■ WORK TO COMPLETE: Each line of the listing is to be retyped exactly as given.

++++ INFORMATION PROVIDED ++++

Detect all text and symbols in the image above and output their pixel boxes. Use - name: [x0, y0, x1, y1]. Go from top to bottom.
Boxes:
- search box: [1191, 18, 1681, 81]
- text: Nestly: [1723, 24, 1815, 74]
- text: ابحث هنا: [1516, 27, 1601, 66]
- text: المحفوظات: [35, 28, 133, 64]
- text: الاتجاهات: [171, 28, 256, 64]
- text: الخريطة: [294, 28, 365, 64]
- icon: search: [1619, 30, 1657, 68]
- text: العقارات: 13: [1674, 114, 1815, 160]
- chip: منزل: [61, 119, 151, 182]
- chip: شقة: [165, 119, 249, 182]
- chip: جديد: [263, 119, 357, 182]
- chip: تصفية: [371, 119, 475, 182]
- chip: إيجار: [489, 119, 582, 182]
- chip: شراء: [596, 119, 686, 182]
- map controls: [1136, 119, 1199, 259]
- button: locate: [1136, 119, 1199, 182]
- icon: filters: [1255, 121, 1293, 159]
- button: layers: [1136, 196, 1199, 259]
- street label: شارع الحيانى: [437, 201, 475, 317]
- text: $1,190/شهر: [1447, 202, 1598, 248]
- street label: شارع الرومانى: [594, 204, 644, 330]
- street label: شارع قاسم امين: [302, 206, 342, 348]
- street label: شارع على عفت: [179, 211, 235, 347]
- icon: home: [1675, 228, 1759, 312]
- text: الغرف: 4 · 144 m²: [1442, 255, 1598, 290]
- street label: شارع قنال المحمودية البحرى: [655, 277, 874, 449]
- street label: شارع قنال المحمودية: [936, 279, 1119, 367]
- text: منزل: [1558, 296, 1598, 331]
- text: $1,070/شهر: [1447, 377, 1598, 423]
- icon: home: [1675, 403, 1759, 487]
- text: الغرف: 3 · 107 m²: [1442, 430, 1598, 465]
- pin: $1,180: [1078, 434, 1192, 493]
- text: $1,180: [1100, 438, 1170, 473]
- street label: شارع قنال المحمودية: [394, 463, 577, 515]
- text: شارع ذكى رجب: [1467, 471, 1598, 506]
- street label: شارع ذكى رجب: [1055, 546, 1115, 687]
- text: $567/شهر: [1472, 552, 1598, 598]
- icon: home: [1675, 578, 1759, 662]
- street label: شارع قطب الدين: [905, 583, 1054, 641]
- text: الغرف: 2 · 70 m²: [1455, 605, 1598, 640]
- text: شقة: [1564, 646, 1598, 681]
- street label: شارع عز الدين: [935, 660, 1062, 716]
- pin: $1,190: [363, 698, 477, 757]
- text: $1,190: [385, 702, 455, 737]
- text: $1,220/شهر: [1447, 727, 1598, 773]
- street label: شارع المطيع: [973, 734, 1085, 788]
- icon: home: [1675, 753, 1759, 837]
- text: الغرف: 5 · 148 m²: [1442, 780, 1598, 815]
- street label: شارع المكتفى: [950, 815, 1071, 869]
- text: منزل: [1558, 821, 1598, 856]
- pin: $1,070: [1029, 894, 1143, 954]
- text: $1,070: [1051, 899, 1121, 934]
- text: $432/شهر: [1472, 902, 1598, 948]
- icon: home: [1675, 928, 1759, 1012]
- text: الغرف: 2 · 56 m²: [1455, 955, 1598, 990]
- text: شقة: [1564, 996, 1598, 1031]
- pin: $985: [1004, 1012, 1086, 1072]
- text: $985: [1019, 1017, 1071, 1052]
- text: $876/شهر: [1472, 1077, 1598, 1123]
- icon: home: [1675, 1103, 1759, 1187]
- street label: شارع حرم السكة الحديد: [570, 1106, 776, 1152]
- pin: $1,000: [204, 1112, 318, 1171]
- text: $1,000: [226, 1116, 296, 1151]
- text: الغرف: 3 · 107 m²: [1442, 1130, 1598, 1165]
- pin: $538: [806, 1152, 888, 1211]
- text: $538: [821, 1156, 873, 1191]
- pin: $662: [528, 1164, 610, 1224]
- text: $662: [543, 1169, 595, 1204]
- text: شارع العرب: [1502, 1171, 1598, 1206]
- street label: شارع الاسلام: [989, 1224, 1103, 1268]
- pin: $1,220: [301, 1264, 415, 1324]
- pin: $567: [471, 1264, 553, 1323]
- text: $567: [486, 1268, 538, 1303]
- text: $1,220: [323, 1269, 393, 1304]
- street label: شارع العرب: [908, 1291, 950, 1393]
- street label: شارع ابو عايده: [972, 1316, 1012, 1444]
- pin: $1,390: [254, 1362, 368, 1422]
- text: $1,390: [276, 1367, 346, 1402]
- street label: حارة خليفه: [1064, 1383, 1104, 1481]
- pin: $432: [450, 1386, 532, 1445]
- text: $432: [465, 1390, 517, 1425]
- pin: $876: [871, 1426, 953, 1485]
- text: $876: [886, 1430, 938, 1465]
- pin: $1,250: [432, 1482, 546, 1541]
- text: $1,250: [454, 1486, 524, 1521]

++++

■ SOLUTION TO THIS EXERCISE:
Detect all text and symbols in the image above and output their pixel boxes. Use - name: [x0, y0, x1, y1]. Go from top to bottom.
Boxes:
- search box: [1191, 18, 1681, 81]
- text: Nestly: [1723, 24, 1815, 74]
- text: ابحث هنا: [1516, 27, 1601, 66]
- text: المحفوظات: [35, 28, 133, 64]
- text: الاتجاهات: [171, 28, 256, 64]
- text: الخريطة: [294, 28, 365, 64]
- icon: search: [1619, 30, 1657, 68]
- text: العقارات: 13: [1674, 114, 1815, 160]
- chip: منزل: [61, 119, 151, 182]
- chip: شقة: [165, 119, 249, 182]
- chip: جديد: [263, 119, 357, 182]
- chip: تصفية: [371, 119, 475, 182]
- chip: إيجار: [489, 119, 582, 182]
- chip: شراء: [596, 119, 686, 182]
- map controls: [1136, 119, 1199, 259]
- button: locate: [1136, 119, 1199, 182]
- icon: filters: [1255, 121, 1293, 159]
- button: layers: [1136, 196, 1199, 259]
- street label: شارع الحيانى: [437, 201, 475, 317]
- text: $1,190/شهر: [1447, 202, 1598, 248]
- street label: شارع الرومانى: [594, 204, 644, 330]
- street label: شارع قاسم امين: [302, 206, 342, 348]
- street label: شارع على عفت: [179, 211, 235, 347]
- icon: home: [1675, 228, 1759, 312]
- text: الغرف: 4 · 144 m²: [1442, 255, 1598, 290]
- street label: شارع قنال المحمودية البحرى: [655, 277, 874, 449]
- street label: شارع قنال المحمودية: [936, 279, 1119, 367]
- text: منزل: [1558, 296, 1598, 331]
- text: $1,070/شهر: [1447, 377, 1598, 423]
- icon: home: [1675, 403, 1759, 487]
- text: الغرف: 3 · 107 m²: [1442, 430, 1598, 465]
- pin: $1,180: [1078, 434, 1192, 493]
- text: $1,180: [1100, 438, 1170, 473]
- street label: شارع قنال المحمودية: [394, 463, 577, 515]
- text: شارع ذكى رجب: [1467, 471, 1598, 506]
- street label: شارع ذكى رجب: [1055, 546, 1115, 687]
- text: $567/شهر: [1472, 552, 1598, 598]
- icon: home: [1675, 578, 1759, 662]
- street label: شارع قطب الدين: [905, 583, 1054, 641]
- text: الغرف: 2 · 70 m²: [1455, 605, 1598, 640]
- text: شقة: [1564, 646, 1598, 681]
- street label: شارع عز الدين: [935, 660, 1062, 716]
- pin: $1,190: [363, 698, 477, 757]
- text: $1,190: [385, 702, 455, 737]
- text: $1,220/شهر: [1447, 727, 1598, 773]
- street label: شارع المطيع: [973, 734, 1085, 788]
- icon: home: [1675, 753, 1759, 837]
- text: الغرف: 5 · 148 m²: [1442, 780, 1598, 815]
- street label: شارع المكتفى: [950, 815, 1071, 869]
- text: منزل: [1558, 821, 1598, 856]
- pin: $1,070: [1029, 894, 1143, 954]
- text: $1,070: [1051, 899, 1121, 934]
- text: $432/شهر: [1472, 902, 1598, 948]
- icon: home: [1675, 928, 1759, 1012]
- text: الغرف: 2 · 56 m²: [1455, 955, 1598, 990]
- text: شقة: [1564, 996, 1598, 1031]
- pin: $985: [1004, 1012, 1086, 1072]
- text: $985: [1019, 1017, 1071, 1052]
- text: $876/شهر: [1472, 1077, 1598, 1123]
- icon: home: [1675, 1103, 1759, 1187]
- street label: شارع حرم السكة الحديد: [570, 1106, 776, 1152]
- pin: $1,000: [204, 1112, 318, 1171]
- text: $1,000: [226, 1116, 296, 1151]
- text: الغرف: 3 · 107 m²: [1442, 1130, 1598, 1165]
- pin: $538: [806, 1152, 888, 1211]
- text: $538: [821, 1156, 873, 1191]
- pin: $662: [528, 1164, 610, 1224]
- text: $662: [543, 1169, 595, 1204]
- text: شارع العرب: [1502, 1171, 1598, 1206]
- street label: شارع الاسلام: [989, 1224, 1103, 1268]
- pin: $1,220: [301, 1264, 415, 1324]
- pin: $567: [471, 1264, 553, 1323]
- text: $567: [486, 1268, 538, 1303]
- text: $1,220: [323, 1269, 393, 1304]
- street label: شارع العرب: [908, 1291, 950, 1393]
- street label: شارع ابو عايده: [972, 1316, 1012, 1444]
- pin: $1,390: [254, 1362, 368, 1422]
- text: $1,390: [276, 1367, 346, 1402]
- street label: حارة خليفه: [1064, 1383, 1104, 1481]
- pin: $432: [450, 1386, 532, 1445]
- text: $432: [465, 1390, 517, 1425]
- pin: $876: [871, 1426, 953, 1485]
- text: $876: [886, 1430, 938, 1465]
- pin: $1,250: [432, 1482, 546, 1541]
- text: $1,250: [454, 1486, 524, 1521]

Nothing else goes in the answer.